QUESTION: WHETHER DELIVERY CHARGES AND PROCESSING FEES ARE PART OF THE SALES PRICE OF MEALS SOLD AND DELIVERED TO CUSTOMERS AND ARE TAXABLE.

ANSWER: WHERE CUSTOMERS DO NOT HAVE AN OPTION TO PICK UP THE MEAL FROM THE RESTAURANT, SINCE THE DELIVERY CHARGES CANNOT BE AVOIDED BY DECISION OR ACTION ON THE PART OF THE CUSTOMER, THE CHARGES ARE PART OF THE SALES PRICE OF THE MEAL AND ARE TAXABLE.

WHERE CUSTOMERS HAVE AN OPTION TO PICK UP THE MEALS IN LIEU OF PAYING THE DELIVERY FEE, AND THE FEE IS SEPARATELY STATED ON THE INVOICE, THE CHARGE IS NOT PART OF THE SALES PRICE OF THE MEAL AND IS NOT TAXABLE. IN ALL INSTANCES, THE PROCESSING FEES ARE PART OF THE SALES PRICE AND ARE TAXABLE.

October 17, 2014

Re: Technical Assistance Advisement 14A-025 Restaurant Delivery Charges
Taxpayer Name: XXXX
Taxpayer ID Number: XXXX

Sales and Use Tax
Sections 212.05 and 212.02, Florida Statutes (F.S.) Rule 12A-1.045, Florida Administrative Code (F.A.C.)

Dear XXXX:

This response is in reply to your letter to the Department, dated XXXX, in which you are requesting the Department's issuance of a Technical Assistance Advisement ("TAA") pursuant to s. 213.22, F.S., and Chapter 12-11, F.A.C., regarding whether the restaurant delivery charges and processing fees are subject to sales tax imposed under Chapter 212, F.S. An examination of your petition has established that you have complied with the statutory and regulatory requirements for issuance of a TAA. Therefore, the Department is hereby granting your request for issuance of a TAA.

ISSUE

Whether delivery charges and processing fees are part of the sales price of meals sold and delivered to customers, and, therefore subject to tax.

FACTS

Taxpayer sells delivery service franchises under the trademarked name XXXX. As stated in your letter, when a franchise is established, it enters into exclusive contracts with local restaurants to provide third-party delivery services for food that would otherwise not be available on a delivery basis.

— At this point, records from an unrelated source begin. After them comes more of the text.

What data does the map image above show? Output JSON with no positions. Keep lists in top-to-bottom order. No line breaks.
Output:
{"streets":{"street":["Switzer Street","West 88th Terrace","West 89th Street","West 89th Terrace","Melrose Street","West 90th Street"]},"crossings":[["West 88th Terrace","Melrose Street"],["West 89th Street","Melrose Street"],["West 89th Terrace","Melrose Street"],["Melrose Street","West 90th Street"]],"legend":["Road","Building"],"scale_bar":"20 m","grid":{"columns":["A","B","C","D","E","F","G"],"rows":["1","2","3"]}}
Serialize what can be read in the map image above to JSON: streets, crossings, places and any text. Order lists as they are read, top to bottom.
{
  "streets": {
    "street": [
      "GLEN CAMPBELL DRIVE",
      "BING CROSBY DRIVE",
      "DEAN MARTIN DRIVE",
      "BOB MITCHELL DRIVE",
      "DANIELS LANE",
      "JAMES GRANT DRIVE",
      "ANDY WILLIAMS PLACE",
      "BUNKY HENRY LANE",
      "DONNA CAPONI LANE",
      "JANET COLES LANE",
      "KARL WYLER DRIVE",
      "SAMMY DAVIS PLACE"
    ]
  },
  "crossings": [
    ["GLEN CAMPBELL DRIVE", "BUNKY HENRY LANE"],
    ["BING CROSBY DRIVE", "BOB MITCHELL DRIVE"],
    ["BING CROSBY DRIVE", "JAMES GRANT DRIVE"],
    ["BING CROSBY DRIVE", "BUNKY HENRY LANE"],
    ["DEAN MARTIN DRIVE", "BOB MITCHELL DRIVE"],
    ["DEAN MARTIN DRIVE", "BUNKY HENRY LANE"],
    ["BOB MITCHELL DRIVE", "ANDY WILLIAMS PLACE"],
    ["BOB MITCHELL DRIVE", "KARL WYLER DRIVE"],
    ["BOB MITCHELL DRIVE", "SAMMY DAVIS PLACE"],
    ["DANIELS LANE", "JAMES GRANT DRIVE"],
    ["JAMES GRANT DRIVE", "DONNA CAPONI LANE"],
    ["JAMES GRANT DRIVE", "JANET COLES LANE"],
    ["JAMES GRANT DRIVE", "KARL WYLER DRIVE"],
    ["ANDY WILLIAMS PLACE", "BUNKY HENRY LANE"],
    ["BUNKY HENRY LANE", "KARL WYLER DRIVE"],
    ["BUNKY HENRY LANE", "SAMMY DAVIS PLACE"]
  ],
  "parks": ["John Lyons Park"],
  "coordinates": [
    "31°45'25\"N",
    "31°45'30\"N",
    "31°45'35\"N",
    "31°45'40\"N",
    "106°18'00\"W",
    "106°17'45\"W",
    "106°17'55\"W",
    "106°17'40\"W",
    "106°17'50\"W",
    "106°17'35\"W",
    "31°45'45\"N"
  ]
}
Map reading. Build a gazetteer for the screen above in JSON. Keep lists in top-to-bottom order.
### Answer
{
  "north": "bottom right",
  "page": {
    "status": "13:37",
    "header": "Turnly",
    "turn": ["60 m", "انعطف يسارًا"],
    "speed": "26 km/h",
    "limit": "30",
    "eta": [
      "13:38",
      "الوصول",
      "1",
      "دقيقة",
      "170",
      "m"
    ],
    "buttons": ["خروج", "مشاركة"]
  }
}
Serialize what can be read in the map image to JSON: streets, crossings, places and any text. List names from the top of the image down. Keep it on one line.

As part of the agreement with the restaurants, each restaurant dictates what menu items will be available and at what price. In addition to the menu price, the franchisee imposes an additional delivery fee and a processing fee independently determined by the franchisee.

Through the franchisee website, the customer can order food from one (or several) of the participating restaurants available. Once the customer chooses which menu item(s) they desire, the order is placed on franchisee’s web portal and electronically communicated to the chosen restaurant(s). Upon finalizing the order, the customer is billed by the franchisee for the price of the food, sales tax, a separate processing fee for placing the order through the franchisee website, and a separate delivery fee (if applicable). The food delivery services are provided by a non related third-party.

It is noted that not all of the participating restaurants allow for a pick-up option. For the participating restaurants that do allow customers to pick up their order, there is no delivery charge imposed by the franchisee. From the money collected, the franchisee keeps the processing fee and the delivery fee (if applicable) and withholds “as a commission” a percentage of the value of the sales price of the food purchased. Pursuant to the sample contract provided, the franchisee will receive a commission equal to 30% of the amount of revenue collected from the restaurant’s food sales in delivery and coupons, and 20% for pick up food sales for the period in which the collected amount is being remitted.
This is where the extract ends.